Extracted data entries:
#####
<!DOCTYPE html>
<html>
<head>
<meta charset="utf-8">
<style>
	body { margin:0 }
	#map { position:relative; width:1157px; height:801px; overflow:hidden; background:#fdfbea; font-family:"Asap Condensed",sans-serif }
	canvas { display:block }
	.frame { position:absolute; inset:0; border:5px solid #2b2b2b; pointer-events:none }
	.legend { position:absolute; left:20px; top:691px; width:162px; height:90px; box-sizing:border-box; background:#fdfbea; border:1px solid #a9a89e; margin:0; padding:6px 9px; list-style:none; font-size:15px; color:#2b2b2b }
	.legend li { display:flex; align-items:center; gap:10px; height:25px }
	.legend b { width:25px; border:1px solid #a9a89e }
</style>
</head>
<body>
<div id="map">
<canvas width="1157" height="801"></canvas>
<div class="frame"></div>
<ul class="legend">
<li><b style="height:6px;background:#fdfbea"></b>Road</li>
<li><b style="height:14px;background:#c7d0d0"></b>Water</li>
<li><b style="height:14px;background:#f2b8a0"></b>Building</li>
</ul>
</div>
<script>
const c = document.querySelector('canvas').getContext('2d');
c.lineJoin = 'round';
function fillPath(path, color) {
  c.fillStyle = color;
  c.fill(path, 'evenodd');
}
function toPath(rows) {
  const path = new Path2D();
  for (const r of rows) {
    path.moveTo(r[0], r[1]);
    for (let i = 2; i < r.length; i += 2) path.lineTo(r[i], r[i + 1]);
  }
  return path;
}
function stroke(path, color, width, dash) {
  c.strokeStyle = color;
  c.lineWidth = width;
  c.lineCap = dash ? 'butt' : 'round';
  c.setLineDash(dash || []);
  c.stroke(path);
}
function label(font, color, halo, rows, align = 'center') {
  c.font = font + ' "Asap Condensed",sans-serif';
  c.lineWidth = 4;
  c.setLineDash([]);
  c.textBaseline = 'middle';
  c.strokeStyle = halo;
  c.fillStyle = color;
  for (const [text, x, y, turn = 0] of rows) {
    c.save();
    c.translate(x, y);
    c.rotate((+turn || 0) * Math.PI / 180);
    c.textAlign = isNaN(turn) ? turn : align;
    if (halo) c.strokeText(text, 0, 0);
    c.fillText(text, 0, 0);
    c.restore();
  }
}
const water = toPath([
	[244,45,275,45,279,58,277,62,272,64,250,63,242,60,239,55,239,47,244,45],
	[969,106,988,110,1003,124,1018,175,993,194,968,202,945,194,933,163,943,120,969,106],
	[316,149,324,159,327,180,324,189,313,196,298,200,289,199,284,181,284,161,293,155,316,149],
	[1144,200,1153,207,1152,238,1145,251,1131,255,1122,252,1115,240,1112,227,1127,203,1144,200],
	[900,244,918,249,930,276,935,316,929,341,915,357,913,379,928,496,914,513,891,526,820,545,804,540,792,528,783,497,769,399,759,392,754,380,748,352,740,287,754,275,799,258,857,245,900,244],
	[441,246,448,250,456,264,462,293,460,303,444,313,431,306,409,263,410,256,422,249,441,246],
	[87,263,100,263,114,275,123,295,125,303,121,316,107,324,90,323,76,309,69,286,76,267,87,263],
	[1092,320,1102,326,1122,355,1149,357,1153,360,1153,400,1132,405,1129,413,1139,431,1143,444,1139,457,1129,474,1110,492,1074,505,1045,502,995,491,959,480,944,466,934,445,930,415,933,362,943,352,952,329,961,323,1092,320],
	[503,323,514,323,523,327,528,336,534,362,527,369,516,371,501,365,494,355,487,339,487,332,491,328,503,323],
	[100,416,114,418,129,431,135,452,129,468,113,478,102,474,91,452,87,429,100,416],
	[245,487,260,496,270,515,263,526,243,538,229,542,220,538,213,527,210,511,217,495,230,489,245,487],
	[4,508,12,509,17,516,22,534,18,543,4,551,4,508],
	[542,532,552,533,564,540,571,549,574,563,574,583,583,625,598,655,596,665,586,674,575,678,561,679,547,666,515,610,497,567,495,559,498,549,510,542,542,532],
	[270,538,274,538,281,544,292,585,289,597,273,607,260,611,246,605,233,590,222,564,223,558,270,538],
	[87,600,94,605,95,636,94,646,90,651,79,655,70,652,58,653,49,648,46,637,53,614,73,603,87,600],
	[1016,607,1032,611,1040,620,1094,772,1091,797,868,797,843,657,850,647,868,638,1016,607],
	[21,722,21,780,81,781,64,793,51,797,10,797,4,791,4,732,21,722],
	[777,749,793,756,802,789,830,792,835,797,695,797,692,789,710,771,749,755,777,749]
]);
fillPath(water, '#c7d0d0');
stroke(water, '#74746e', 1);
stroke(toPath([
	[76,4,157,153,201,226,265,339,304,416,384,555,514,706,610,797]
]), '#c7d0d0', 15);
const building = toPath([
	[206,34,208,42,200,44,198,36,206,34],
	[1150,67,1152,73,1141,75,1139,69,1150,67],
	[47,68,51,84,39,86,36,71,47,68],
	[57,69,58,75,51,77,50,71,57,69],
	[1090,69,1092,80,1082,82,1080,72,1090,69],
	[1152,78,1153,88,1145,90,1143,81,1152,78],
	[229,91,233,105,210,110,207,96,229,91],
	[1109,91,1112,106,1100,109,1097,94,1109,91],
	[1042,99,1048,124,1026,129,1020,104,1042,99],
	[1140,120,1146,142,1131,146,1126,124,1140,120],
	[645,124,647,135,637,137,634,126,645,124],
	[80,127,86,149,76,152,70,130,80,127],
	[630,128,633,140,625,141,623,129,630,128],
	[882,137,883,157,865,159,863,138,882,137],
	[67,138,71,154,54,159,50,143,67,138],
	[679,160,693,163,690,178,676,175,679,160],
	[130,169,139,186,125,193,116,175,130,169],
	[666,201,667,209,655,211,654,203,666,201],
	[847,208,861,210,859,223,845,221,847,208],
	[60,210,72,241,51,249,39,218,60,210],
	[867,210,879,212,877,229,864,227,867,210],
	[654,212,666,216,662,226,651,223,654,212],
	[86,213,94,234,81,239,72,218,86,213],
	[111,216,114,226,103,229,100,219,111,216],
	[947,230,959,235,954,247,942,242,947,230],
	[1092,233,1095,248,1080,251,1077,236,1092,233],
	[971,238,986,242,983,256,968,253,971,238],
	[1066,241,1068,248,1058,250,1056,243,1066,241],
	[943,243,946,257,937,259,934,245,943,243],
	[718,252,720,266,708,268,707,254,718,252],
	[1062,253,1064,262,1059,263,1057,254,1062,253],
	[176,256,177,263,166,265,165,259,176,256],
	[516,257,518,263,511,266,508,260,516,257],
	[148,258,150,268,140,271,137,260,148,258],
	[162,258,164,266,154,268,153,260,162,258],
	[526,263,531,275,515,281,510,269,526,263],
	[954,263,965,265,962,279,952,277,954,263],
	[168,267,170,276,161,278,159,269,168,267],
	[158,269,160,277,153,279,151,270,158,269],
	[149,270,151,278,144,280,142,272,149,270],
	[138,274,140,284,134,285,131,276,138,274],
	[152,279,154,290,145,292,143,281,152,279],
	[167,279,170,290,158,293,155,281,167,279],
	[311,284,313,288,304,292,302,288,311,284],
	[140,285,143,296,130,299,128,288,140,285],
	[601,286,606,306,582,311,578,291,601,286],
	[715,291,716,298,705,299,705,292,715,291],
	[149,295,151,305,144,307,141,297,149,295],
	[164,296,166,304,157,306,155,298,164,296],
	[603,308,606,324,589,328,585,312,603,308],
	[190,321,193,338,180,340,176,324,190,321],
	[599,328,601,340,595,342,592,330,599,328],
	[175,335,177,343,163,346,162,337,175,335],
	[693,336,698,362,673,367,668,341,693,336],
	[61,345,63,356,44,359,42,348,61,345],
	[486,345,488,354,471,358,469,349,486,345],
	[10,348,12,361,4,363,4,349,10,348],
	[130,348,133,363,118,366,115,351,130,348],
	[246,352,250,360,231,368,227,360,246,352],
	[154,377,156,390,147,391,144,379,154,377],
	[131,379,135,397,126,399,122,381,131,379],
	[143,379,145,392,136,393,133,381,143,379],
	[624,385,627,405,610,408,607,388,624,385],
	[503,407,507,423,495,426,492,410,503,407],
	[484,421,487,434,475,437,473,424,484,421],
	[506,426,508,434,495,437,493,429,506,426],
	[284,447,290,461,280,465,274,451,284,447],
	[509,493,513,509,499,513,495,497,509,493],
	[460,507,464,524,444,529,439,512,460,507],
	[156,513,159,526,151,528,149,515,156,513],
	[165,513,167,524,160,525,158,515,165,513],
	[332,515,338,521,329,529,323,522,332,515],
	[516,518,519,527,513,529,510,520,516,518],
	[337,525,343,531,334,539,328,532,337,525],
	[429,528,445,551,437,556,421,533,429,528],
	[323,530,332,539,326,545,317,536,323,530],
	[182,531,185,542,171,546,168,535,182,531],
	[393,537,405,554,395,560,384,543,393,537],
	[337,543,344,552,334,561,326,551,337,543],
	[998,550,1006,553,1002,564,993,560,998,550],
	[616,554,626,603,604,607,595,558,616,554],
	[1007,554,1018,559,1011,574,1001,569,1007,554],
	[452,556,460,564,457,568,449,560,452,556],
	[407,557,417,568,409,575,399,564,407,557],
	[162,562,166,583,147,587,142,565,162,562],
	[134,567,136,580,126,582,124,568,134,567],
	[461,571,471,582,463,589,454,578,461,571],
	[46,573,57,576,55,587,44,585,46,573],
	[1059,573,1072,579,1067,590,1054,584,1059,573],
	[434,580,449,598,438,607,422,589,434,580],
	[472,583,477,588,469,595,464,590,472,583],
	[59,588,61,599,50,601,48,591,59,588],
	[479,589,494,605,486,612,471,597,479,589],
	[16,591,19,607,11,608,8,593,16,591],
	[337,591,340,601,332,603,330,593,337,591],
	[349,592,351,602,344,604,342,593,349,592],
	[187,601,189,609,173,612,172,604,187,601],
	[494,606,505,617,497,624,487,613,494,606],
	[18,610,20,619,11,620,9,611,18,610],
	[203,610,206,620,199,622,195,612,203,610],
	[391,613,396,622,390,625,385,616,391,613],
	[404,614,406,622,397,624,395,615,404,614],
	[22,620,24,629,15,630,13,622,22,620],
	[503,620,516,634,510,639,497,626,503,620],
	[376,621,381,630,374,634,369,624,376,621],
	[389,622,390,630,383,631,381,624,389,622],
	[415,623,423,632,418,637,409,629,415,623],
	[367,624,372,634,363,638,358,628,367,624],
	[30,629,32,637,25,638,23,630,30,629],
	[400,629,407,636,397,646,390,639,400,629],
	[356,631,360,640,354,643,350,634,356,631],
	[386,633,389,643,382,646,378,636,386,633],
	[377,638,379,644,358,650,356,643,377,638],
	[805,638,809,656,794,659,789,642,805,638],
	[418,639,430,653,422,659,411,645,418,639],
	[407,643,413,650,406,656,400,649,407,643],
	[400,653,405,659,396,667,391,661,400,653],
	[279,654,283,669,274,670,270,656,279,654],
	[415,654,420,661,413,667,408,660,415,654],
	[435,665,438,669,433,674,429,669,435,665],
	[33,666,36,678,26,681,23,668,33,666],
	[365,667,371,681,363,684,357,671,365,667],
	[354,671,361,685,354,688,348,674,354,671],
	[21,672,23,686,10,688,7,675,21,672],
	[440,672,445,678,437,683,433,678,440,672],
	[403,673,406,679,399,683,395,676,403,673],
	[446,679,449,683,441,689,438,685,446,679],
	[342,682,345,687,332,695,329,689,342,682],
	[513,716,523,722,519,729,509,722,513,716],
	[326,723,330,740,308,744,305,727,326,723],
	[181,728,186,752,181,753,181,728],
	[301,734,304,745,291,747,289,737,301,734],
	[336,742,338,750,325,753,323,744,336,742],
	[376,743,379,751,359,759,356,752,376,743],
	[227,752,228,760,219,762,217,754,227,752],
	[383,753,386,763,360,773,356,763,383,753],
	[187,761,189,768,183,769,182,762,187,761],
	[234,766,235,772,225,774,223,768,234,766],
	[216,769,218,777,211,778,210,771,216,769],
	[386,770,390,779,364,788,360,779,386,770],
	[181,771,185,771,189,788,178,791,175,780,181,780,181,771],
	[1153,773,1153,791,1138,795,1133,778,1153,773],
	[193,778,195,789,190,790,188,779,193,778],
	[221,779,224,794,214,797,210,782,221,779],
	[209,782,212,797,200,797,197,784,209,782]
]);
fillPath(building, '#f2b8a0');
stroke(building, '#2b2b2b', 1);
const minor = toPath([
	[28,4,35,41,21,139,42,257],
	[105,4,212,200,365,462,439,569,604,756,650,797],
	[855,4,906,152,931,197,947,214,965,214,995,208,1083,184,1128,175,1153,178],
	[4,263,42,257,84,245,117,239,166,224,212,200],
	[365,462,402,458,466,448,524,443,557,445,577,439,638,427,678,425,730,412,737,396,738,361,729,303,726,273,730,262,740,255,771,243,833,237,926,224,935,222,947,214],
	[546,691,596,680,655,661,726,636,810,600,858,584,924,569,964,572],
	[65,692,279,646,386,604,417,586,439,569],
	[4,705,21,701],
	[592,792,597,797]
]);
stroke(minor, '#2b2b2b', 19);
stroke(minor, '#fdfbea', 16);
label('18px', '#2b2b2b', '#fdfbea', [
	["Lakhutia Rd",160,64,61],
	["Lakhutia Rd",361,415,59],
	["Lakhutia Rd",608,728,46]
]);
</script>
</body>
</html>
#####
# INSTRUCTIONS FOR THE TASK
Among the lines above, which hold the word "align"? Report each one.

# WRITTEN REPLY
	.legend li { display:flex; align-items:center; gap:10px; height:25px }
function label(font, color, halo, rows, align = 'center') {
    c.textAlign = isNaN(turn) ? turn : align;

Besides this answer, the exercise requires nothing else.